According to a paper published recently in Cognition, the answer may lie in how central an individual’s political affiliation is in the tangled web of features that make up their self-concept. A person’s identity contains a range of features, from characteristics like gender and age to political beliefs and moral principles. One feature can be caused by another: for example, someone might believe that they are an honest person as a direct result of the fact that they are also Christian. Previous research has suggested that the more “causally central” a feature is – that is, the more of these kinds of links that it has – the more fundamental it is to a person’s identity.
Stephanie Chen at London Business School and Oleg Urminsky at the University of Chicago wondered whether a person may be more likely to act in ways consistent with their political beliefs if they see their political identity as “causally central” to their self-concept, and they investigated this in an American and then a British context.
The pair first gave 243 American participants an online survey designed to measure aspects of their self-identity on the day before the 2016 presidential elections, including questions about their demographics and their political views, such as which political party they were affiliated with and their position on various issues like gun control and taxes.
The participants then answered a series of questions about how these various features of their identity related to each other – for example whether “being a Republican” or “being male” had an influence on other aspects of their personal identity. They repeated this process for each of the 20 features, providing a complete map of which bits of self-identity they felt were causally related. Finally, the day after the election, participants were asked which candidate they voted for, and how much they approved of the candidate their party had nominated.
Unsurprisingly, 89 per cent of Democrats and 71 per cent of Republicans voted for Hillary Clinton and Donald Trump, respectively. But the association between political affiliation and voting behaviour was not uniform: participants were more likely to have voted for their own party’s candidate if they saw their politics as more causally central to their self-concept.
Interestingly, this association held even when the researchers took into account how satisfied participants were with their own party’s candidate. “This result suggests that even among people who disapproved of their party’s candidate, those for whom political party was more causally central [in their self-concept] were more likely to nevertheless vote with their party”, write the researchers.

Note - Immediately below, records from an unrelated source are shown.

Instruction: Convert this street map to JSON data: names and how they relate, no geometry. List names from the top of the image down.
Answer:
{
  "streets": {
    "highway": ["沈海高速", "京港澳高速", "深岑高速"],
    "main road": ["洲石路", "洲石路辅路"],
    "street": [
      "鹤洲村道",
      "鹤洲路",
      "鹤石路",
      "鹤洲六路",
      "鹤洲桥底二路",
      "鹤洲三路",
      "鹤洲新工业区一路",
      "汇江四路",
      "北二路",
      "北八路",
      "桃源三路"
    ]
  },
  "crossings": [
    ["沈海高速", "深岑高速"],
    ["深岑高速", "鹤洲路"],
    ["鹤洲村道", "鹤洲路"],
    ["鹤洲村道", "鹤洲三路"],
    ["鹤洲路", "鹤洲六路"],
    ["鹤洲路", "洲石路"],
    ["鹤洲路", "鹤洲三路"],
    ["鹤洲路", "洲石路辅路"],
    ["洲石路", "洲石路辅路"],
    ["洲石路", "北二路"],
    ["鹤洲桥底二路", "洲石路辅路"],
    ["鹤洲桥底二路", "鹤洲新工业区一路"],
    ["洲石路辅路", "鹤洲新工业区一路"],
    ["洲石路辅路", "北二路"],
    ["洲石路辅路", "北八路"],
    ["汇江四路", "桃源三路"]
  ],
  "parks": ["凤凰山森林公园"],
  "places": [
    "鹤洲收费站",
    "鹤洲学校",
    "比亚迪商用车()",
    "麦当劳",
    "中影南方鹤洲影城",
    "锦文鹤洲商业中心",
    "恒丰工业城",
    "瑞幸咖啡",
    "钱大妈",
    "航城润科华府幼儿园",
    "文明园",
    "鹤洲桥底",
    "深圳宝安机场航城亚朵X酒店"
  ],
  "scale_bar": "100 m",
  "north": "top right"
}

And this principle is not just limited to party affiliation – or unique to the United States. In a second study, 243 UK participants who identified as British or English completed a similar survey. But rather than looking at party affiliation, the researchers were interested in the centrality of national identity to people’s self-concept and how this related to their voting behaviour – this time in the Brexit referendum.
The authors found that people whose national identity (either their Britishness or Englishness) was central to their self-concept were more likely to have voted for Brexit.
The research sheds light on how political identity affects some people’s behaviour more than others, say the authors. But this research focused on outcomes directly relevant to a person’s political affiliations. It remains to be seen whether the “centrality” of people’s political beliefs in their identity also influences more downstream cognitive processes, such as how objectively they can appraise evidence that supports their political viewpoints.